- **PROVIDED DATA**:

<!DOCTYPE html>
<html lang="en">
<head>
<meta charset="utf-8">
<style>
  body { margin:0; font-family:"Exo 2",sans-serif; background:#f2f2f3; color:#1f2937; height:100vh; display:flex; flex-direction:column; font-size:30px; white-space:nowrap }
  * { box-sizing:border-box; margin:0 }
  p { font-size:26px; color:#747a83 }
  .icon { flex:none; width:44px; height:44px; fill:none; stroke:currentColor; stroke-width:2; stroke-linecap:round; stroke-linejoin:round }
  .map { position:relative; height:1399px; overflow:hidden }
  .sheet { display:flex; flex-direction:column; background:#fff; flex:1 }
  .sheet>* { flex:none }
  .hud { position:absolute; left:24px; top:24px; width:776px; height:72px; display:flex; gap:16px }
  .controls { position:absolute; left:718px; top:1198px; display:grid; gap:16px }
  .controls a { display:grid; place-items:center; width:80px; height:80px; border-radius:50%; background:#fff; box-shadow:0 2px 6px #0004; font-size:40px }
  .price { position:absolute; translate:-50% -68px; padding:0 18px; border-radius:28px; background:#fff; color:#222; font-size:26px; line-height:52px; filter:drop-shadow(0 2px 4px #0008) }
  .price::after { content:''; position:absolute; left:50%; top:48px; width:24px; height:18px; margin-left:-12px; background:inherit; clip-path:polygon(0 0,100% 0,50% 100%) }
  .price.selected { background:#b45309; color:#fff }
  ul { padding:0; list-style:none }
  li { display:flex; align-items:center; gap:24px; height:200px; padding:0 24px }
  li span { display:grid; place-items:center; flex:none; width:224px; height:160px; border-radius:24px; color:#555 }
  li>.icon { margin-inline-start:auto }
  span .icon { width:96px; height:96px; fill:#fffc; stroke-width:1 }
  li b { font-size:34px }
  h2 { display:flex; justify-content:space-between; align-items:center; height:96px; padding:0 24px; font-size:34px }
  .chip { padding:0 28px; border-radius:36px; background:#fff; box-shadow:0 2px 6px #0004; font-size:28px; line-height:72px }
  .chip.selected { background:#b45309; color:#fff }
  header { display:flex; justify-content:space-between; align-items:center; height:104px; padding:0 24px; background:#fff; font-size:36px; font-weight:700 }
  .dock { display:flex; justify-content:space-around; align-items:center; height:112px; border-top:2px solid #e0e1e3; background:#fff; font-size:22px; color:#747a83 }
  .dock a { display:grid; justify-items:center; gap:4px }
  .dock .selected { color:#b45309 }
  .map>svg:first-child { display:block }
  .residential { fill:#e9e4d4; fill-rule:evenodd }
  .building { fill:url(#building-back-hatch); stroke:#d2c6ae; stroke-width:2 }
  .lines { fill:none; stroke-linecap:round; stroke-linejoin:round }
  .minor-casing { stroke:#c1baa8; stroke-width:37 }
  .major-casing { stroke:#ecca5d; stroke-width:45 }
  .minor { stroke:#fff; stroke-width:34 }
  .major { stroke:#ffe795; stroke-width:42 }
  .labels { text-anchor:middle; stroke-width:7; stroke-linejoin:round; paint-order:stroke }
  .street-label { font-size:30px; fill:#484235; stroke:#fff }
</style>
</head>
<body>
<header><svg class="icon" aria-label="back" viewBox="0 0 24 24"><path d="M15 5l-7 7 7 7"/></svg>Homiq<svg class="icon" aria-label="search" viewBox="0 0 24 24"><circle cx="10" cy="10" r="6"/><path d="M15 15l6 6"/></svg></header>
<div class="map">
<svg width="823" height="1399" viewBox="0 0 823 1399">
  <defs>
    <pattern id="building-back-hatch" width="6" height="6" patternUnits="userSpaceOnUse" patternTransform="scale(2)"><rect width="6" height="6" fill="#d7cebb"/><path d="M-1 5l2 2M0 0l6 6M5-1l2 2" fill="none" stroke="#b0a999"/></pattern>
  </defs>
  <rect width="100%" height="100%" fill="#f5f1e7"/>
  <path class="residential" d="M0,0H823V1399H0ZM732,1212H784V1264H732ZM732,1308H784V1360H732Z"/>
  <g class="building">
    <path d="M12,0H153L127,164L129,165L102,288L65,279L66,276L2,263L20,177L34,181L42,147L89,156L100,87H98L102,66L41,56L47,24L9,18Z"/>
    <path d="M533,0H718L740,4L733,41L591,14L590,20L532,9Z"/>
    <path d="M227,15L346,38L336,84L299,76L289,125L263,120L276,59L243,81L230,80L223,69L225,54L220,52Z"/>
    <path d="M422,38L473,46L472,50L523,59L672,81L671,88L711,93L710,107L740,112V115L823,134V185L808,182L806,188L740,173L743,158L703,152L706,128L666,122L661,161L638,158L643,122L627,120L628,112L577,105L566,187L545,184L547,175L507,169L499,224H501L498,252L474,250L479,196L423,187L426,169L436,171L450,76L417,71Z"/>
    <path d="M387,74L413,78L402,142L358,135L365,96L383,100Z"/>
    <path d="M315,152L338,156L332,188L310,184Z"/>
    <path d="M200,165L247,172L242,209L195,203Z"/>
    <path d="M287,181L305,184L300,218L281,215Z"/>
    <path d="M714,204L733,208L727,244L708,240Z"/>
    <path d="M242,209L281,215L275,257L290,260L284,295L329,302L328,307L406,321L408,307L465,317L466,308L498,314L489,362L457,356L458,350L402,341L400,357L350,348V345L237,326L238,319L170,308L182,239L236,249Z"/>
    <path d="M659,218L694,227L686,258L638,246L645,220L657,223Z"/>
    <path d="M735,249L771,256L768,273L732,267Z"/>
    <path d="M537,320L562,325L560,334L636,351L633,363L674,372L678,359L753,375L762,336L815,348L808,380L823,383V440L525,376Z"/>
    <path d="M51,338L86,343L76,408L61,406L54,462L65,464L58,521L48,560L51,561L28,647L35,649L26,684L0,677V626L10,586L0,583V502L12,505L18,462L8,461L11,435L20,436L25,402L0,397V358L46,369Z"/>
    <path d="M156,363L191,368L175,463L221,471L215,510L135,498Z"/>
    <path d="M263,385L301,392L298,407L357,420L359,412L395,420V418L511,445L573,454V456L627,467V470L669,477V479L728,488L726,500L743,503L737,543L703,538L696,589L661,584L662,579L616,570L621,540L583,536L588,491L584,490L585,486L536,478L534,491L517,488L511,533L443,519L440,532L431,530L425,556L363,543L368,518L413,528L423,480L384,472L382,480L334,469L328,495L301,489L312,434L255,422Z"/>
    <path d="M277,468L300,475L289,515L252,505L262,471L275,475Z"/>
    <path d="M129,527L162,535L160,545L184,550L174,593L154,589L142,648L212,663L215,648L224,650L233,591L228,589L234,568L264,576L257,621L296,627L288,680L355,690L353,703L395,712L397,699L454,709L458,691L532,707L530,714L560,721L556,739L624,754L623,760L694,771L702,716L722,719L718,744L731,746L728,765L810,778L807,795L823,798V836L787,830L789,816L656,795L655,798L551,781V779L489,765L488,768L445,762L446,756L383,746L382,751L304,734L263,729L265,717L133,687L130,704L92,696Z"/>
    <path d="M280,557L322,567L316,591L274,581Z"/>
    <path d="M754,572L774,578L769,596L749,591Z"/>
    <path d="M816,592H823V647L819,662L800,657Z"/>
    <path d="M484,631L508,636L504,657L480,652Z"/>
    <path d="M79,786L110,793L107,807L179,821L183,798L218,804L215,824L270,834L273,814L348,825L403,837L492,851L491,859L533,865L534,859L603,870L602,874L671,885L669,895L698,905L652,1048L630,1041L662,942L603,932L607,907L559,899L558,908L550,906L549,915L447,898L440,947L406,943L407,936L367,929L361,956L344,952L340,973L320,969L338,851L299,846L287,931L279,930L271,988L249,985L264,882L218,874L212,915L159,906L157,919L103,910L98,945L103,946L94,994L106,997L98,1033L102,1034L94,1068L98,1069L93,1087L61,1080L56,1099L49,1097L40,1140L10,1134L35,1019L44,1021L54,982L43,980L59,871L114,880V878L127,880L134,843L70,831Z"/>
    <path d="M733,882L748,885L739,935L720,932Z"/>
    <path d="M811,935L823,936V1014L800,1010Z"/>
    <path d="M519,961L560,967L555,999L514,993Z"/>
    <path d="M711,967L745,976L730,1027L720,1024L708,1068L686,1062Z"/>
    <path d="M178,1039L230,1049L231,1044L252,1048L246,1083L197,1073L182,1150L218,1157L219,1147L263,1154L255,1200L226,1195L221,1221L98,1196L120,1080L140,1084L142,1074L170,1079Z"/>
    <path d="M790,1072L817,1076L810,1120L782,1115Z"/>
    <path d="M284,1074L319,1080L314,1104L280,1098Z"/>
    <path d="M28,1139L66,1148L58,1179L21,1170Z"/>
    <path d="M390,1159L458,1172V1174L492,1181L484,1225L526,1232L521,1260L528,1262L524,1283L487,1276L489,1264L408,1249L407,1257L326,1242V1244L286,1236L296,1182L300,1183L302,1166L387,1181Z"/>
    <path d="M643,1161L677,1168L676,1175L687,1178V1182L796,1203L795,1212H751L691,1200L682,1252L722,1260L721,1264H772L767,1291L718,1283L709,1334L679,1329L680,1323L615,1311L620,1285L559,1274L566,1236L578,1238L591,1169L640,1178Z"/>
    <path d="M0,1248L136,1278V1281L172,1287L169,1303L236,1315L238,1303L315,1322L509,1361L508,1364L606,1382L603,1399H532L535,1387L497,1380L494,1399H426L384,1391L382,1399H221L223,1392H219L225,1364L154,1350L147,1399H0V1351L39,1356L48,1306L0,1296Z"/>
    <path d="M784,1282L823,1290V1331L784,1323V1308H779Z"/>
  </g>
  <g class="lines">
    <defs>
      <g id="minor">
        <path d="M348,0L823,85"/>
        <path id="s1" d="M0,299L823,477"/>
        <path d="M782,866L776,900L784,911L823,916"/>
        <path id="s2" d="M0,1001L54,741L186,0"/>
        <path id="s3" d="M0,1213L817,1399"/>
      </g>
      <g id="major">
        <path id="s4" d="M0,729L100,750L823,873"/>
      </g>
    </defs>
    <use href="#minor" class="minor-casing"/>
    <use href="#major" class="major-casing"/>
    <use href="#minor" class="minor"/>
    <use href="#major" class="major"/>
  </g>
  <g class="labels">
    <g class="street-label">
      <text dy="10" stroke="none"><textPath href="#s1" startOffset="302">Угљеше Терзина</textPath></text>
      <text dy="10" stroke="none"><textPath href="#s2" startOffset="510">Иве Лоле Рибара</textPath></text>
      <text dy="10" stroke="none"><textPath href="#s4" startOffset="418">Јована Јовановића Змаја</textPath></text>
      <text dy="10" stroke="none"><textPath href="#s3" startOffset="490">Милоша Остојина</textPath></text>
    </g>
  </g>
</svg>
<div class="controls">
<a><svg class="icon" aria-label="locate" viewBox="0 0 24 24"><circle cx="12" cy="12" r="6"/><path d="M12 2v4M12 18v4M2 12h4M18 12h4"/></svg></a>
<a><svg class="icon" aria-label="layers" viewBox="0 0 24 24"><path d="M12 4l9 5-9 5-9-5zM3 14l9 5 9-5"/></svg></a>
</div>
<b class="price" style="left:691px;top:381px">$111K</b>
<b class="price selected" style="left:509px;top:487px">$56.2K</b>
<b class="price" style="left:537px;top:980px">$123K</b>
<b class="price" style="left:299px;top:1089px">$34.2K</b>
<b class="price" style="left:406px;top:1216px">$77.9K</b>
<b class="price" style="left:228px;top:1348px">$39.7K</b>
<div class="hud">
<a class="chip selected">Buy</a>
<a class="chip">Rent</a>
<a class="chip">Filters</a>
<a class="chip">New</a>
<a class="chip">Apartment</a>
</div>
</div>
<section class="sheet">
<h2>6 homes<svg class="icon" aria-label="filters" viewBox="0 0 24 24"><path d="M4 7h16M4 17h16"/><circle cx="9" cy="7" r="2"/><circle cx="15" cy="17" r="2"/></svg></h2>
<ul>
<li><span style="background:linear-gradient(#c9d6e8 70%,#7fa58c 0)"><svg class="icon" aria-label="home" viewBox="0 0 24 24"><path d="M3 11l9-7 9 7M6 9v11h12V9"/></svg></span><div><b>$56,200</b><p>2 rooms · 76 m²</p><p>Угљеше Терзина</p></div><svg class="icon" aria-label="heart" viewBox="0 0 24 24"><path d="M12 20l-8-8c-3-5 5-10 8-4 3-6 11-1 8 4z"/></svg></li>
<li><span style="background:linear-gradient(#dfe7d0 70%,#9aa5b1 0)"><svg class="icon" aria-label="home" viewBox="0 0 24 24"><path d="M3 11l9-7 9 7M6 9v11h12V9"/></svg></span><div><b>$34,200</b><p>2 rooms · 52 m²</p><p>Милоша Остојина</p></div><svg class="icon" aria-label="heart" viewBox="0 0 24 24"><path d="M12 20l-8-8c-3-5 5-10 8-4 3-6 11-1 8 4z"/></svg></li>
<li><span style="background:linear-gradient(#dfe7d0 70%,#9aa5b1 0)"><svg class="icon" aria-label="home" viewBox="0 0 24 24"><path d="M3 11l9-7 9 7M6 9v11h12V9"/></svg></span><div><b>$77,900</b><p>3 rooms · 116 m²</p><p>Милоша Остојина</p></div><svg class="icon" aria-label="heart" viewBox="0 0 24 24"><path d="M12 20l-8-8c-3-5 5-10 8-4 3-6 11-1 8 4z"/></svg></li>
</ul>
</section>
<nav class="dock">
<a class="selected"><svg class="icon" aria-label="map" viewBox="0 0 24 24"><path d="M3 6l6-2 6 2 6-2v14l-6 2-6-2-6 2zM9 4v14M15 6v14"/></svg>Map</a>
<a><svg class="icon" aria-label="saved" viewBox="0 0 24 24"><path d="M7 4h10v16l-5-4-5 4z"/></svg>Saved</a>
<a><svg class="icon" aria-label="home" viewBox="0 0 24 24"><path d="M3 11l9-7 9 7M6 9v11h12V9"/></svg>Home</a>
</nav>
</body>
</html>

- **ACTION ITEM**: Pick each line holding "lines" out of the entries above and return it.

- **YOUR SOLUTION**:
  .lines { fill:none; stroke-linecap:round; stroke-linejoin:round }
  <g class="lines">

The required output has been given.